Albania’s population was 2.831 million in 2011, compared to 3.069 million in 2001. Men slightly outnumbered women, by 0.2 percent. The census also showed that the majority of Albanians, 53.7 percent, now live in urban areas. The urban residents had outnumbered the rural population for the first time in the history of censuses in Albania. Population density was 98.5 persons per square kilometer.
More than 1 million Albanians living in Western Europe and the U.S. were not included in October’s census.
These were the first results and the full ones are expected to come out later this spring.
Some civic groups and also the minorities complained about the census, its two questions on ethnicity and also religious affiliation.
Albania has some minority groups: Greeks, Macedonians, Serbs, Montenegrins, Vlachs, Roma and Egyptians. They also have complained of the censusand have said they would pursue a lawsuit at the European Court of Human Rights in Strasbourg, following Albania’s Constitutional Court ruling to erase the category “nationality” in legal and civil registries as it considered that not necessary to include on the census forms to enumerate the population in Albania.

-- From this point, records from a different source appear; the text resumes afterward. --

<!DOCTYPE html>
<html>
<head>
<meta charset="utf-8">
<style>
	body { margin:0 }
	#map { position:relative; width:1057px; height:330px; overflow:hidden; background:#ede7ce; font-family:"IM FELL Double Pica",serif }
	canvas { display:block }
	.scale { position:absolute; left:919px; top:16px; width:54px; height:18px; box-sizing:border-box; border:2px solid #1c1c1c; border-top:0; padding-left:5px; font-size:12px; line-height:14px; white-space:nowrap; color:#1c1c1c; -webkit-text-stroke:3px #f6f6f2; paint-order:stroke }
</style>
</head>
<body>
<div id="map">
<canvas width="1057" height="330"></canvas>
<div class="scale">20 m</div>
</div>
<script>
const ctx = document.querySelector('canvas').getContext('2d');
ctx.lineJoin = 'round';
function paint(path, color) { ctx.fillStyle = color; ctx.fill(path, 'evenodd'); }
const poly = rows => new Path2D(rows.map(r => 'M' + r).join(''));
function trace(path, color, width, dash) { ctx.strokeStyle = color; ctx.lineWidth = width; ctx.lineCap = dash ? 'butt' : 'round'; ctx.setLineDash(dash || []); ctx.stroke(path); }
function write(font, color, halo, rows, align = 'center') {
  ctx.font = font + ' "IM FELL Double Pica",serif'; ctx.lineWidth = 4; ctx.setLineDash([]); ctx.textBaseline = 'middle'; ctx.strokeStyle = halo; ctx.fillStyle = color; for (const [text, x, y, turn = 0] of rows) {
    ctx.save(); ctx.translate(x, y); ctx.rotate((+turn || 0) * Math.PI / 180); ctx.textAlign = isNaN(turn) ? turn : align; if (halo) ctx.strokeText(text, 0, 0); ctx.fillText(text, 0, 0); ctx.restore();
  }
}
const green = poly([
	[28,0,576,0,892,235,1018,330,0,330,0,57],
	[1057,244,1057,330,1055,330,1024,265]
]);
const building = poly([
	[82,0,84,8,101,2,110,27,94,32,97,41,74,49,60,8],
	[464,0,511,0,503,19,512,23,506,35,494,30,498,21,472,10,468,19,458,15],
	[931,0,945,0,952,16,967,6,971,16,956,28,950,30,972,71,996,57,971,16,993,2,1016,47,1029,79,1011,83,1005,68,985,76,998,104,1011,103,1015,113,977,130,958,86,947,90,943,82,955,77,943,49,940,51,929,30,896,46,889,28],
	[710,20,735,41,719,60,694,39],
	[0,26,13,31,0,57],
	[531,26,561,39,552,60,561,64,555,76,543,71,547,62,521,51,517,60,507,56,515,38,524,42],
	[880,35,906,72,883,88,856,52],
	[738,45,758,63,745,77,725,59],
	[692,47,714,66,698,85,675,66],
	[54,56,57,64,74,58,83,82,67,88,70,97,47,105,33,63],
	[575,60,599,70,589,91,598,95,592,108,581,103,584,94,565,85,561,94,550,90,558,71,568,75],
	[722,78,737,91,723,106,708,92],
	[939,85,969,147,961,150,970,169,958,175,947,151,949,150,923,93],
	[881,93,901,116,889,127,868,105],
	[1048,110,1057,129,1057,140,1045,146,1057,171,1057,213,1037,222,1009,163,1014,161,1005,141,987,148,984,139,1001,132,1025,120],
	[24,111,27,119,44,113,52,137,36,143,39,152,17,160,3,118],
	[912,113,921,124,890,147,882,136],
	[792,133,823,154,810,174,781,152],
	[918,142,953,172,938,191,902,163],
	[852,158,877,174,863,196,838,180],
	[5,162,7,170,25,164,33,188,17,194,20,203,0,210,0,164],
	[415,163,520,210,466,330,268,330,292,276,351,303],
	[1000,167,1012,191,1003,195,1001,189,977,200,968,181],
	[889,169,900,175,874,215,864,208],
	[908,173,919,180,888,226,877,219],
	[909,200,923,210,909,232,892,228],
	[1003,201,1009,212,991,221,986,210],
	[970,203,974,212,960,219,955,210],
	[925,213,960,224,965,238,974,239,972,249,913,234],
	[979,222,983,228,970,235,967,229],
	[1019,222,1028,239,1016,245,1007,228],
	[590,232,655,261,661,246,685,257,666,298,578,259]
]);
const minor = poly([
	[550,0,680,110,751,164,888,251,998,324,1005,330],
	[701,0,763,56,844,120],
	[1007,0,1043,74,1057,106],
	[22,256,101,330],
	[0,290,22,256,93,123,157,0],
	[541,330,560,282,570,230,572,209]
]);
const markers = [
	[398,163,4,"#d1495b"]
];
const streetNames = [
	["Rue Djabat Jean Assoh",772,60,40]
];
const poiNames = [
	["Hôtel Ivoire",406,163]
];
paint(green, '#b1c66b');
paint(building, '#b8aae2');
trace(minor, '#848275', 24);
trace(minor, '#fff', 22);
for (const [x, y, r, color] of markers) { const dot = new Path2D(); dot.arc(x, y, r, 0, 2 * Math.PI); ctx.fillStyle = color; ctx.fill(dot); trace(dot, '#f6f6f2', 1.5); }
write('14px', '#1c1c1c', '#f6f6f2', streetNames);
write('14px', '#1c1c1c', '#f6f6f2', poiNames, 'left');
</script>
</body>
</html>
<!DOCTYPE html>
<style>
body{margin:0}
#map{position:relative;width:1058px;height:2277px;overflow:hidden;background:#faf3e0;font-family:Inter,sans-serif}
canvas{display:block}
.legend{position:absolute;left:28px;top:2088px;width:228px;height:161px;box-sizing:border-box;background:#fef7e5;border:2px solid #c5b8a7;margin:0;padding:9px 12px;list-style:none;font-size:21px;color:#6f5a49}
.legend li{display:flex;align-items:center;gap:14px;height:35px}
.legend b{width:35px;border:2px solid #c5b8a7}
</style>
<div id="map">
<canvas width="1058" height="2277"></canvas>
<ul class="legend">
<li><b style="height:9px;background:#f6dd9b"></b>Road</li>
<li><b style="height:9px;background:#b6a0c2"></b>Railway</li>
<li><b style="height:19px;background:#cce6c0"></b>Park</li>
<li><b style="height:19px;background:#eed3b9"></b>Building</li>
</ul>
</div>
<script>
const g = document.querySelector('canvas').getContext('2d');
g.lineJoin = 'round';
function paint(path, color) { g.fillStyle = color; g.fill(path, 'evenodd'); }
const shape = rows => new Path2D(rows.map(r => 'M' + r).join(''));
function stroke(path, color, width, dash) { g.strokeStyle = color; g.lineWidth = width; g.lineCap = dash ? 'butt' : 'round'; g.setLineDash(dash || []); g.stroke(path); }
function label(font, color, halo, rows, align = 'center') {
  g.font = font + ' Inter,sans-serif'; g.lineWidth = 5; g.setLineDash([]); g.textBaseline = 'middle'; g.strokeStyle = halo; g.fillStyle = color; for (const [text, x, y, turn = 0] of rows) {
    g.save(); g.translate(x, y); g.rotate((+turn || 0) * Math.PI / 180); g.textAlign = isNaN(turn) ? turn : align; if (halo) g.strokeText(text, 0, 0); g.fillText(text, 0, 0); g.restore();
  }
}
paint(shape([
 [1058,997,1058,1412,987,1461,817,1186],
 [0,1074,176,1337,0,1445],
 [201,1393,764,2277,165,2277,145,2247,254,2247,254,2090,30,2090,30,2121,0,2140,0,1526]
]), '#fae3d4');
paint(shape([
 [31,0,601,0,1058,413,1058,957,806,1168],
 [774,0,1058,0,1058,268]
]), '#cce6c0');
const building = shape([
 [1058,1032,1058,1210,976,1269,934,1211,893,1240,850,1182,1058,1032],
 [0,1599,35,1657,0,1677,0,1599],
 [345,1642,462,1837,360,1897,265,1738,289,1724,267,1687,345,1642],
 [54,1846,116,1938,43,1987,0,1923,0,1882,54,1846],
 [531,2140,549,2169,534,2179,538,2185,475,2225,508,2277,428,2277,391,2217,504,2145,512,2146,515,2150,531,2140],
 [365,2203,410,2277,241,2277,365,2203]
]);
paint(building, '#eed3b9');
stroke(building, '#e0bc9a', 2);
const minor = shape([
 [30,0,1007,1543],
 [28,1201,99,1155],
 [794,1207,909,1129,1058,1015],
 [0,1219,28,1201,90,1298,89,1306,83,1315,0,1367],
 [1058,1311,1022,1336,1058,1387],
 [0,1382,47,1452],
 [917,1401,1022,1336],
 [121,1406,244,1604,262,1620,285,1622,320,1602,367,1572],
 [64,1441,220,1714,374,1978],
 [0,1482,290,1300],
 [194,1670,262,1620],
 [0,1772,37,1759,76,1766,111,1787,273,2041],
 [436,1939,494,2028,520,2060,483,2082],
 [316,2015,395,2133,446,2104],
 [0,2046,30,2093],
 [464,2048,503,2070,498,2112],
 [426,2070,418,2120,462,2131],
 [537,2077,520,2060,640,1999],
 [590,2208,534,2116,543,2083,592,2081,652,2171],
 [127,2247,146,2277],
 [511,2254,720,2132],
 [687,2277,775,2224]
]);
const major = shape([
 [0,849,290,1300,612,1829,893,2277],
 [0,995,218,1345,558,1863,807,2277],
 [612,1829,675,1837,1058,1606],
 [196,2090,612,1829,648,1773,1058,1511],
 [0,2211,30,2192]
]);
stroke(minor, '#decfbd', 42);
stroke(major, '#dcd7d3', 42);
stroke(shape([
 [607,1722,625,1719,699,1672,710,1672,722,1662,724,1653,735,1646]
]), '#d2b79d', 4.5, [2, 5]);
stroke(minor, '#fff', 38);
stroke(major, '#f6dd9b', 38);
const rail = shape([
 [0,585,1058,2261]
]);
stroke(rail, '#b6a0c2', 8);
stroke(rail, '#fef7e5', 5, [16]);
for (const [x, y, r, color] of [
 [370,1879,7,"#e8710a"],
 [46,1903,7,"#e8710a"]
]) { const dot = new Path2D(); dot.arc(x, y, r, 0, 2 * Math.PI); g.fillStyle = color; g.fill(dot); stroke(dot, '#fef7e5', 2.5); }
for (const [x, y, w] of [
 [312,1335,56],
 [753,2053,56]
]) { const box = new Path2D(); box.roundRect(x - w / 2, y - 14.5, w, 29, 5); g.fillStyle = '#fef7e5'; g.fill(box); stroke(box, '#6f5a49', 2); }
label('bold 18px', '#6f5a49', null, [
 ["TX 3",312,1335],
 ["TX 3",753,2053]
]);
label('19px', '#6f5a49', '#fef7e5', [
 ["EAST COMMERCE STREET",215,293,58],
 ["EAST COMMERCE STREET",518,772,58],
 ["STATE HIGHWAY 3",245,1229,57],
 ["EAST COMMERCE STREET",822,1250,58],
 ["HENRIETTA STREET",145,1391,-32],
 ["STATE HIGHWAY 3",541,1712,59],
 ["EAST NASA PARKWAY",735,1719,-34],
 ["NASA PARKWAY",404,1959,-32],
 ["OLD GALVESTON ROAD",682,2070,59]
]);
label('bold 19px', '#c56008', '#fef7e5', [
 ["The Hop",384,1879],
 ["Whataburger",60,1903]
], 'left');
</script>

The Albanian court acted on the legal challenge issued by several local judges as well as the Red and Black Alliance, one of the main opponents of recording ethnicity and religious identity in the Albanian census that took place last October.
The minorities claim the government openly discriminates them by making it unconstitutional for citizens to be of any other nationality than Albanian. Some already sent protest letters prior to deciding to challenge the court ruling in Strasbourg and some also called on their members to neglect the census.
But the government claimed it was a success and Prime Minister Sali Berisha ironized all opponents turning down their claims and figuring out that Albanians may now claim to be an urban country.
Only a small fraction of the population did not take part in the census.
The census is held every decade in all countries and also in the EU member countries. At this moment it is normal for Albania too to hold it. The census normally only reflects the data needed for the government and also for general statistics.
But in this country there are likely other hidden threats that make the civic groupings to oppose it.